- Problem description
Search the records for the string "column", and show each line where it appears.

** Material shown follows **

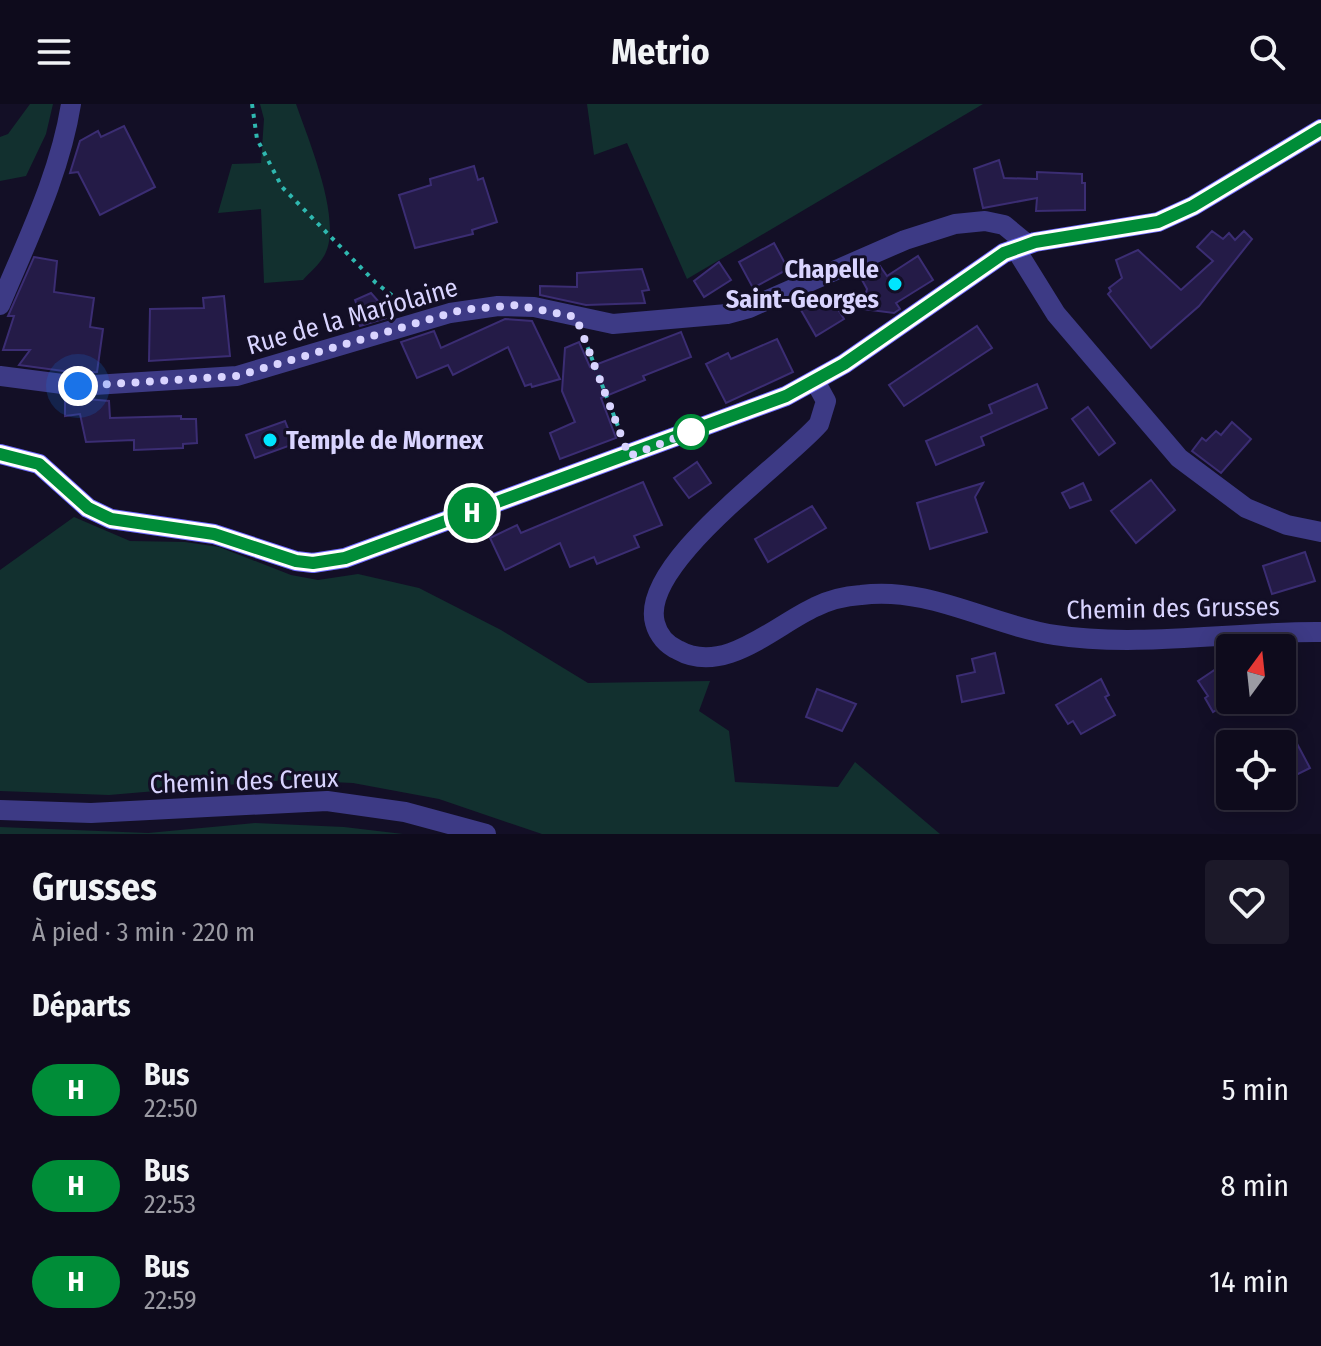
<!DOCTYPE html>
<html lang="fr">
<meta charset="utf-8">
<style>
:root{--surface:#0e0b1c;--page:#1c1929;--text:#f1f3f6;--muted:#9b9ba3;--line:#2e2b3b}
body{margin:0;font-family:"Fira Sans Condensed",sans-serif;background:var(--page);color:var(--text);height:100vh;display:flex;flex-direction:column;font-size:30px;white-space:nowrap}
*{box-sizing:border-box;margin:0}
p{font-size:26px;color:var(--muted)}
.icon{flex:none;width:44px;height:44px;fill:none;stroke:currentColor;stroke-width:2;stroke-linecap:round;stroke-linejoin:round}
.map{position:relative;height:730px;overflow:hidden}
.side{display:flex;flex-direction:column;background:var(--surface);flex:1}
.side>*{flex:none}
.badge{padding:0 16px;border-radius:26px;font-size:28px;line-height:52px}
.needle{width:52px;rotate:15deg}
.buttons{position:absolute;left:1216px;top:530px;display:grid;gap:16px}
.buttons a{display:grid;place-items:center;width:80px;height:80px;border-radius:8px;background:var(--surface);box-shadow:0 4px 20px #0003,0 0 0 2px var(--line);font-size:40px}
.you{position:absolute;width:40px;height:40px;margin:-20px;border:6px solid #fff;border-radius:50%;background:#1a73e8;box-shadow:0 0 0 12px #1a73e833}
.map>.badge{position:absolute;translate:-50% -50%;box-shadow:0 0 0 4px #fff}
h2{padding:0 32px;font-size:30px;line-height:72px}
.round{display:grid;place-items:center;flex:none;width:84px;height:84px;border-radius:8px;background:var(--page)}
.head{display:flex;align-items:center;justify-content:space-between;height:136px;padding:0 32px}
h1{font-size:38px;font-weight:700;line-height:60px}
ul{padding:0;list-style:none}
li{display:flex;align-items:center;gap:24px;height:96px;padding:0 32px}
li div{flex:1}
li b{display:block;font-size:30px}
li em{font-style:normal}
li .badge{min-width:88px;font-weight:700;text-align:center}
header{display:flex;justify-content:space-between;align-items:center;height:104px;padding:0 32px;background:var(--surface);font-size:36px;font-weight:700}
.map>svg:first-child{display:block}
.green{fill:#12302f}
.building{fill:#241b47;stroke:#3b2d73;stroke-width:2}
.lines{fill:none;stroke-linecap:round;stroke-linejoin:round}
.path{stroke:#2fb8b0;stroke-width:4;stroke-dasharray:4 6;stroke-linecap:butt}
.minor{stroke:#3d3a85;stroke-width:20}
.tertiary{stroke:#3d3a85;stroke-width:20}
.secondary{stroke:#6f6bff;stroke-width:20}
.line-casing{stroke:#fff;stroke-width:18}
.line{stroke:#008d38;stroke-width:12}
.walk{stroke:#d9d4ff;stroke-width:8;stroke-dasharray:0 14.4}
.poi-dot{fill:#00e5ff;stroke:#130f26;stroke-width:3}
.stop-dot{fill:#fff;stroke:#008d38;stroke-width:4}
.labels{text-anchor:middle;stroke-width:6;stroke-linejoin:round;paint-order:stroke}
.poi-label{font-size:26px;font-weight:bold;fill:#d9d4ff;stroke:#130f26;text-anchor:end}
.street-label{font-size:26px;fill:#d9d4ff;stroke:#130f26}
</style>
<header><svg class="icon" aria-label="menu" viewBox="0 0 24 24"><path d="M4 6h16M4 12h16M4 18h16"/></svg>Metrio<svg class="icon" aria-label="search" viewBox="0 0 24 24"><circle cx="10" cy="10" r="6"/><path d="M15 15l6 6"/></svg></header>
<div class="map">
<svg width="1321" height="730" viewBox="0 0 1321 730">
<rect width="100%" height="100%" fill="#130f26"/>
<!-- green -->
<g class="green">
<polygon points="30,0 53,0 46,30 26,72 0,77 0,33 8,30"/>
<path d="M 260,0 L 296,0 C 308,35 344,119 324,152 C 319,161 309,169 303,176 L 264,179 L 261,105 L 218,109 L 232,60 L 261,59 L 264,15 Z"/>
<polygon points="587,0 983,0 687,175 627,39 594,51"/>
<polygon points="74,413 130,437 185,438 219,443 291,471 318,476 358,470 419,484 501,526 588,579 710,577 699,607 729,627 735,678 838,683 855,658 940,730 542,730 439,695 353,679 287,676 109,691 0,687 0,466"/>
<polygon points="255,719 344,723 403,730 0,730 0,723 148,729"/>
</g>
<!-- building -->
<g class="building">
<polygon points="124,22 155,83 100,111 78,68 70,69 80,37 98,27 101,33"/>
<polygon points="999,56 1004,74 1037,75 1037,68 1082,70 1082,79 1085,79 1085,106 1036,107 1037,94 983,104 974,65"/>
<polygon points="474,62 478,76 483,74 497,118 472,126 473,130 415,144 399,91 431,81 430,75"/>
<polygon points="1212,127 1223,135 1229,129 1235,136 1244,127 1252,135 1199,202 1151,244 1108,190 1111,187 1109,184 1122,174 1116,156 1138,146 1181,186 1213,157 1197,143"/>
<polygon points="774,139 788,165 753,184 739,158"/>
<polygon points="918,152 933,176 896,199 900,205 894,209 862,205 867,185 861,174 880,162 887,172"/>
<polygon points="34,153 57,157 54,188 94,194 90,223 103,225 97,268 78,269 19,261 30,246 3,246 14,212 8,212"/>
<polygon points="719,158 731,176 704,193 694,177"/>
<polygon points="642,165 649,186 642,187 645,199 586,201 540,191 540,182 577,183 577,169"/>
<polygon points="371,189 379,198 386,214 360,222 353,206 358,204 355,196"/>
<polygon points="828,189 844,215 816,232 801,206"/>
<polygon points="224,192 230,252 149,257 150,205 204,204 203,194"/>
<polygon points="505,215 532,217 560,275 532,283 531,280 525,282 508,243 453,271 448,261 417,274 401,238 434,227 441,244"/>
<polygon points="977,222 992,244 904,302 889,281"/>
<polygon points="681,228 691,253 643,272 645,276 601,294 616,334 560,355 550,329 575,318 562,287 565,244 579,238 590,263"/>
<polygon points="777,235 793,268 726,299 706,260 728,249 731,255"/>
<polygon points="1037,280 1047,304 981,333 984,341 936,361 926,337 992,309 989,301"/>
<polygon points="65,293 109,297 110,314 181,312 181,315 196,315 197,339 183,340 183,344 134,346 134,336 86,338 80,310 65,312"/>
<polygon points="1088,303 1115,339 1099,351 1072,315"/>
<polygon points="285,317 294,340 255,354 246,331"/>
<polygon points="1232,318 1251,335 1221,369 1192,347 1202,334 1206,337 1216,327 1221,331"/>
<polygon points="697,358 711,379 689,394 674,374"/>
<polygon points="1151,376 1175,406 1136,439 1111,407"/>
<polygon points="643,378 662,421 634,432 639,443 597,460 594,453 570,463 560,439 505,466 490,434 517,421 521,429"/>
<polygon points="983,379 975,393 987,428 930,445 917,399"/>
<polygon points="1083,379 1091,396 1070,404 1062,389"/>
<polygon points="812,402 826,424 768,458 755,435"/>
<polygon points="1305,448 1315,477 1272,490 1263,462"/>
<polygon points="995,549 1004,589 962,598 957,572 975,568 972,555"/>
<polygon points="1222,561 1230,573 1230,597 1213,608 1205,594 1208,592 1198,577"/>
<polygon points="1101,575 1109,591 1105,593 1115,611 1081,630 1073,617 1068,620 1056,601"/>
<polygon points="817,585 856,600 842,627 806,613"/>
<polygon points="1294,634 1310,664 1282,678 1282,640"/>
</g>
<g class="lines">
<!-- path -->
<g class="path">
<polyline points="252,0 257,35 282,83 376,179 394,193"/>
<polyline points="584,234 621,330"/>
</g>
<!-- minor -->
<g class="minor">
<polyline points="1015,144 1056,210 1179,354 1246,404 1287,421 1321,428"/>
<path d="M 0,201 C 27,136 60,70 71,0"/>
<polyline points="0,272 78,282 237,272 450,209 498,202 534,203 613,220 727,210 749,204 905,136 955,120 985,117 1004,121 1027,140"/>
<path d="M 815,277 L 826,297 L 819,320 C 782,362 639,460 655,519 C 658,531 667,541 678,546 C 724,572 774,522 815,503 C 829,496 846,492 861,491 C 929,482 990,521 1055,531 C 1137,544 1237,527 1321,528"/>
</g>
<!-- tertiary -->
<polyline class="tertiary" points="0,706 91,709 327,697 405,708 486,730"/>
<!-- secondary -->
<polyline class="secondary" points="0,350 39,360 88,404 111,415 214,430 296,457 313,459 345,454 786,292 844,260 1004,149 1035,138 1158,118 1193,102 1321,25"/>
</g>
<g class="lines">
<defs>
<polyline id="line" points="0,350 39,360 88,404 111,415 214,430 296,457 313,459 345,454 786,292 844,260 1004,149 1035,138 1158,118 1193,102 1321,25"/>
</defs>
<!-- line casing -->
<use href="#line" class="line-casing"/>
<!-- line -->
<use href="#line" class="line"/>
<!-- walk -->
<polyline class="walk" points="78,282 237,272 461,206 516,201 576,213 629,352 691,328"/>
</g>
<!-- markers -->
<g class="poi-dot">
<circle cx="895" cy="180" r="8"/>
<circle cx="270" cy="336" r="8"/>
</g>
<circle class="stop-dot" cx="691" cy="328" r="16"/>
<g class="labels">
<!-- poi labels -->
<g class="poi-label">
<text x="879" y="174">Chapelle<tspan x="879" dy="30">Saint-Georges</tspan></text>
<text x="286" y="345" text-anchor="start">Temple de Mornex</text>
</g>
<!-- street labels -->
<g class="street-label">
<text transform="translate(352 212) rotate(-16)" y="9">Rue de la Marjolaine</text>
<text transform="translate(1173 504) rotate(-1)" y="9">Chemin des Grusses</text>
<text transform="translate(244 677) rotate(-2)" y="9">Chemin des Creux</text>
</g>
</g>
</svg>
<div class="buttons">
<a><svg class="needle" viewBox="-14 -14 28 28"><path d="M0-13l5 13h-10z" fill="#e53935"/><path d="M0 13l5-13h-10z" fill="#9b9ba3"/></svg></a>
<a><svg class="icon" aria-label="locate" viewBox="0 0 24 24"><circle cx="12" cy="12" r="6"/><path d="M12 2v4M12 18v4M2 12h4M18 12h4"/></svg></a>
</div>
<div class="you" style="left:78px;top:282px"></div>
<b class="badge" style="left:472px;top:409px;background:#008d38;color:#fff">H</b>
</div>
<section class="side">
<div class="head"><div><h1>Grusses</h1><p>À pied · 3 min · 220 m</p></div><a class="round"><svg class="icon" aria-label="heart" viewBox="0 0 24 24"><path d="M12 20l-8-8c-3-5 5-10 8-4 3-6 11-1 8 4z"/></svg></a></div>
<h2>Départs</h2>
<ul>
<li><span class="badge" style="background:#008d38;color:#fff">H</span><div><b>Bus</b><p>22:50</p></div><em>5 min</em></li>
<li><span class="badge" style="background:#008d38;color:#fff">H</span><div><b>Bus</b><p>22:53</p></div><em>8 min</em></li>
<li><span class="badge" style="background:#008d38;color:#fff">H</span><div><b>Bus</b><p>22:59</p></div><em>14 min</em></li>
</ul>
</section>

** End of Material shown **

- Problem solution
body{margin:0;font-family:"Fira Sans Condensed",sans-serif;background:var(--page);color:var(--text);height:100vh;display:flex;flex-direction:column;font-size:30px;white-space:nowrap}
.side{display:flex;flex-direction:column;background:var(--surface);flex:1}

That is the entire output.